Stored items
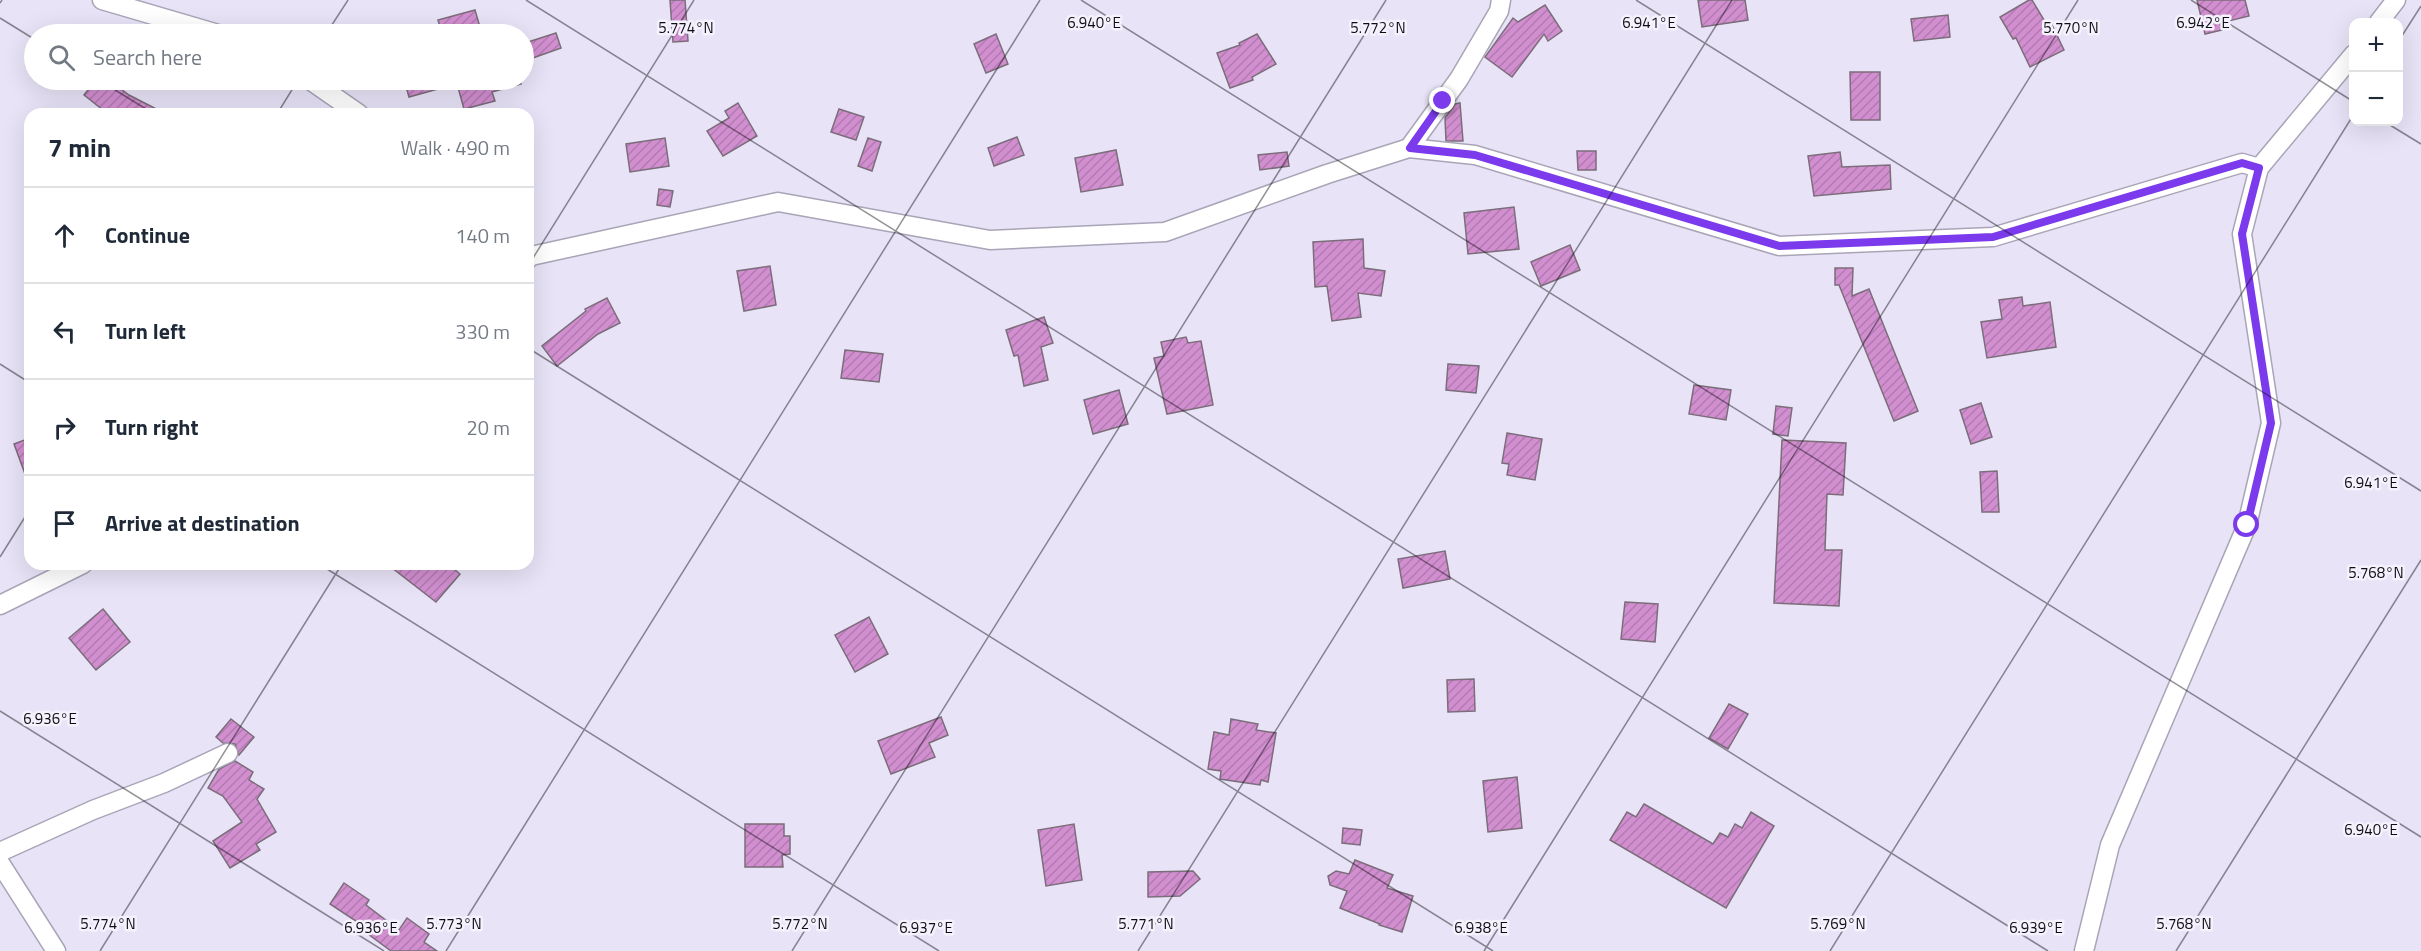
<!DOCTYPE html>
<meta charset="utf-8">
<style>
:root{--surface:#fff;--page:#f6f6f7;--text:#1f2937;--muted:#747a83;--line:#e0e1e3}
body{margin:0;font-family:"Titillium Web",sans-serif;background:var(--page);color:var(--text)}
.controls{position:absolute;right:18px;top:18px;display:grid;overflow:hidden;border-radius:12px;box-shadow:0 6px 24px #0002}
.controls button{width:54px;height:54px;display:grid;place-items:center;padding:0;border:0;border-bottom:2px solid var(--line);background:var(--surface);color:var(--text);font:30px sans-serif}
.stop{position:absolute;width:18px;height:18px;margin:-14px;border:4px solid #7c3aed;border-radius:50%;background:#fff}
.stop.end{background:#7c3aed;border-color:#fff;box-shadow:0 2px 6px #0008}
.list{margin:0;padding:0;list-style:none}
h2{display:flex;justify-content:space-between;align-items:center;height:78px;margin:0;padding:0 24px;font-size:26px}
h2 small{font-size:20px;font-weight:400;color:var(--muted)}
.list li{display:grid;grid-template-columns:39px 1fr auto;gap:18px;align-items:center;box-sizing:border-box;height:96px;padding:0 24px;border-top:2px solid var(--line)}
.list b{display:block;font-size:22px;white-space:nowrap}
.list em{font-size:20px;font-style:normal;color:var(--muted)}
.icon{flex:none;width:33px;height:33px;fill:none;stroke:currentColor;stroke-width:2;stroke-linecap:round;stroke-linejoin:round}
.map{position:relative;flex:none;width:2421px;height:951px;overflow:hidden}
.search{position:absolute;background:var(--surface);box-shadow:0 6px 24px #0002;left:24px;top:24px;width:510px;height:66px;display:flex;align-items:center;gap:15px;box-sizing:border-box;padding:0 21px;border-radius:33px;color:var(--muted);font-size:22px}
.panel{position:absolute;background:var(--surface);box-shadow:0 6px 24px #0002;left:24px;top:108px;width:510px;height:462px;border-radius:18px}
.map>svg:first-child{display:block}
</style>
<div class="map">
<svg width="2421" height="951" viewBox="0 0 2421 951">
<defs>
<pattern id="building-hatch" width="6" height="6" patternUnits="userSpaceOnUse" patternTransform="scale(1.5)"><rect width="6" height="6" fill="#d28fd0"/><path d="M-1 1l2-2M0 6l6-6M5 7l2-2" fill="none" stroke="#b37ab2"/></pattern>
</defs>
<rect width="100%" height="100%" fill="#e8e3f7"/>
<g fill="url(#building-hatch)" stroke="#7b6d7a" stroke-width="1.5">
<polygon points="670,0 685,0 688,41 673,42"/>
<polygon points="1698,0 1745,0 1748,20 1702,27"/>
<polygon points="2029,0 2032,0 2047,25 2051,23 2064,50 2030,67 2016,38 2013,39 2000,17"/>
<polygon points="2197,0 2245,0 2249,16 2220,23 2222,30 2205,34"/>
<polygon points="1545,5 1562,31 1548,41 1544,34 1512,77 1485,57 1513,18 1518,22"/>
<polygon points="475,10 482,34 442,34 438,20"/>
<polygon points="1948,15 1950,37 1914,41 1911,19"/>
<polygon points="556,33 561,48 530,59 525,43"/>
<polygon points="996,34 1008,64 986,73 974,44"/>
<polygon points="1257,34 1276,64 1252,77 1253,80 1230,88 1217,53 1240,45 1239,43"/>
<polygon points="1850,72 1880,72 1880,120 1851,120"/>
<polygon points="96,80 109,80 129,95 166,114 108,114 84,95"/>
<polygon points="419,80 455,80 456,84 409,97 405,83"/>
<polygon points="456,80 520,80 521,84 492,92 495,101 464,109"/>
<polygon points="738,103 757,136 723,156 707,131 729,118 725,111"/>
<polygon points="1460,103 1463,141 1446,141 1445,118 1455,104"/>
<polygon points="839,109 864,117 856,140 831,132"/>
<polygon points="1017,137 1024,155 994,166 988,148"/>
<polygon points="665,138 669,166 630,172 626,144"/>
<polygon points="868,138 881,142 872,171 858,166"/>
<polygon points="1116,150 1123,185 1081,192 1075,158"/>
<polygon points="1577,151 1596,151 1596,170 1578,170"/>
<polygon points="1287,152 1289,166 1260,170 1258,155"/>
<polygon points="1840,152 1842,167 1890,165 1891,189 1814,196 1808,156"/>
<polygon points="659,189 673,191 670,207 657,205"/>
<polygon points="1514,207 1519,249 1468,254 1464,213"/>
<polygon points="1363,239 1364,268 1385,271 1381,296 1358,293 1361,317 1332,321 1327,286 1315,287 1313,242"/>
<polygon points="1570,245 1580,270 1541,286 1531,262"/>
<polygon points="770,266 776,305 744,311 737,271"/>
<polygon points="1835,268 1853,268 1852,296 1869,289 1918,411 1894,421 1839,285 1835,285"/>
<polygon points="2022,297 2023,306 2050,302 2056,347 1987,358 1981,322 2002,319 1999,300"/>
<polygon points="607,298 620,323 598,334 557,366 542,346 586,311 585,309"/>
<polygon points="1044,317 1053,343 1041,347 1048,380 1024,386 1018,355 1014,356 1006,330"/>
<polygon points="1186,337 1188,343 1201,341 1213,405 1167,414 1154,358 1164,356 1161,342"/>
<polygon points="845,350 883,354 879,382 841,378"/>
<polygon points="1448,364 1479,366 1476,393 1446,390"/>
<polygon points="1694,385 1731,390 1726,420 1689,414"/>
<polygon points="1119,390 1128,424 1093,434 1084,400"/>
<polygon points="1981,403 1992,437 1971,444 1960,410"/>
<polygon points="1776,406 1792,408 1788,436 1773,434"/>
<polygon points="1507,433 1542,439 1535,480 1507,475 1509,464 1502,463"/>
<polygon points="30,438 30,482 28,482 14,444"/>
<polygon points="1782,440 1846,443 1843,495 1827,494 1825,550 1842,550 1839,606 1774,603"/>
<polygon points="1997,471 1999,512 1982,512 1980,472"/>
<polygon points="1445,551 1450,579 1403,588 1398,559"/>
<polygon points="387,564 448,564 460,574 436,602"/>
<polygon points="1625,602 1658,604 1655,642 1621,639"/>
<polygon points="103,609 130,642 96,670 69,638"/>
<polygon points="869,617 888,654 855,672 835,635"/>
<polygon points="1474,679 1475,711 1448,712 1447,680"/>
<polygon points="1729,704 1748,714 1728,749 1709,738"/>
<polygon points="941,717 948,735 929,743 935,757 891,774 878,741"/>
<polygon points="231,719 254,737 239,755 235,744 223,743 216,737"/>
<polygon points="1231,719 1258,724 1256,730 1276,733 1268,782 1261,780 1260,785 1220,779 1221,771 1208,769 1214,732 1229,735"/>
<polygon points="235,761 253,772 249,780 264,789 257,799 276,832 256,844 260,850 230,868 213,841 242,822 223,796 208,788 219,769"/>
<polygon points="1517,777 1522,828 1488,832 1483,781"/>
<polygon points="1644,804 1713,844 1720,833 1728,837 1735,824 1742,828 1751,812 1774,826 1726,908 1610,840 1627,812 1636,817"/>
<polygon points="745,824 784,824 784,836 790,836 790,854 782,855 783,867 745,867"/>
<polygon points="1074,824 1082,880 1046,886 1038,830"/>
<polygon points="1343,828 1362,830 1360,845 1342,843"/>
<polygon points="1355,860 1393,875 1387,888 1413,896 1402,932 1379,925 1380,924 1340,908 1347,891 1330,885 1328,876 1336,871 1349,874"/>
<polygon points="1193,871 1200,879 1180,896 1148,897 1148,872"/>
<polygon points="344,883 369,900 366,905 399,930 407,918 429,934 424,942 437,951 391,951 360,928 362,925 330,904"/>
</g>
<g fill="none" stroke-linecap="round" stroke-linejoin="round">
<g stroke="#a9a5b7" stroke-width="21">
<g id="street">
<polyline points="102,0 218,34"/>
<polyline points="2379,22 2396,0"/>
<polyline points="310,80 359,114"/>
<polyline points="1409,148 1459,79 1499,11 1501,0"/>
<polyline points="528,259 531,256 778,202 990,240 1165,232 1327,174 1409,148 1475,155 1779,246 1993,237 2242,163 2259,168"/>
<polyline points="0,605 83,564"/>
<polyline points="0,852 93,810 164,783 228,753"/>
<polyline points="0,863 56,951"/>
<polyline points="2084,951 2110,845 2247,525 2271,423 2242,234 2259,168 2354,54"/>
</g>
</g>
<use href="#street" stroke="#fff" stroke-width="18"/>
</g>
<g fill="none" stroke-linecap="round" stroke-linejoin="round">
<polyline stroke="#7c3aed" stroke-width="8" points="1443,101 1410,148 1475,155 1779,246 1993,237 2242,163 2259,168 2242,234 2271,423 2247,525"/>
</g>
<path fill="none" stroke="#0f0d13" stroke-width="1.5" stroke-opacity="0.45" d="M526 0 2048 951M1081 0 2421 837M1636 0 2421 491M2191 0 2354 102M0 3 2 0M0 18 34 39M326 34 348 0M2398 42 2421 6M99 80 154 114M277 114 298 80M2385 122 2421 144M528 266 694 0M528 348 1493 951M0 364 30 383M0 557 30 509M319 564 939 951M0 711 384 951M100 951 342 564M446 951 1040 0M792 951 1386 0M1138 951 1732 0M1484 951 2078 0M1830 951 2354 114M2176 951 2421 560"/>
<g font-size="15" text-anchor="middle" fill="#0f0d13" stroke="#f5f2fe" stroke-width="5" stroke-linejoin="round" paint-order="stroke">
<text x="1094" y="28">6.940°E</text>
<text x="1649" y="28">6.941°E</text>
<text x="2203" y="28">6.942°E</text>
<text x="686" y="33">5.774°N</text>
<text x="1378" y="33">5.772°N</text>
<text x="2071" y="33">5.770°N</text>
<text x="2371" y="488">6.941°E</text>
<text x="2376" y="578">5.768°N</text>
<text x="50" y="724">6.936°E</text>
<text x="2371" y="835">6.940°E</text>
<text x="108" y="929">5.774°N</text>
<text x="454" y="929">5.773°N</text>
<text x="800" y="929">5.772°N</text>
<text x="1146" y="929">5.771°N</text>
<text x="1838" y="929">5.769°N</text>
<text x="2184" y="929">5.768°N</text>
<text x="371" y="933">6.936°E</text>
<text x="926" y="933">6.937°E</text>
<text x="1481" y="933">6.938°E</text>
<text x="2036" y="933">6.939°E</text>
</g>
</svg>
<div class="controls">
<button>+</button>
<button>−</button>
</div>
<div class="stop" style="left:2247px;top:525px"></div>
<div class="stop end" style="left:1443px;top:101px"></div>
<div class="search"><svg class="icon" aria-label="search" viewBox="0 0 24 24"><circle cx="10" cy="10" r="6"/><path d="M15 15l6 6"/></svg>Search here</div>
<section class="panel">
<h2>7 min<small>Walk · 490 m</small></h2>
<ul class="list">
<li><svg class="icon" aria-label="ahead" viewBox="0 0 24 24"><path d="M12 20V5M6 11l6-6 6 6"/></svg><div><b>Continue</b></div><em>140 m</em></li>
<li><svg class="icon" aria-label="left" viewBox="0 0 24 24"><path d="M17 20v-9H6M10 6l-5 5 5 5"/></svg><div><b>Turn left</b></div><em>330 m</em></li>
<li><svg class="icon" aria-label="right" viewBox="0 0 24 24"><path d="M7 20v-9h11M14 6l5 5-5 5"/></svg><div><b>Turn right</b></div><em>20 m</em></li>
<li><svg class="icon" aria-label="arrive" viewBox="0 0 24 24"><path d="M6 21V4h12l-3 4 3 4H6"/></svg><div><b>Arrive at destination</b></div></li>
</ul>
</section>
</div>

▶ **Task**: Take every line from the data above that holds "list" and copy it out.

▶ **Answer to this exercise**:
.list{margin:0;padding:0;list-style:none}
.list li{display:grid;grid-template-columns:39px 1fr auto;gap:18px;align-items:center;box-sizing:border-box;height:96px;padding:0 24px;border-top:2px solid var(--line)}
.list b{display:block;font-size:22px;white-space:nowrap}
.list em{font-size:20px;font-style:normal;color:var(--muted)}
<ul class="list">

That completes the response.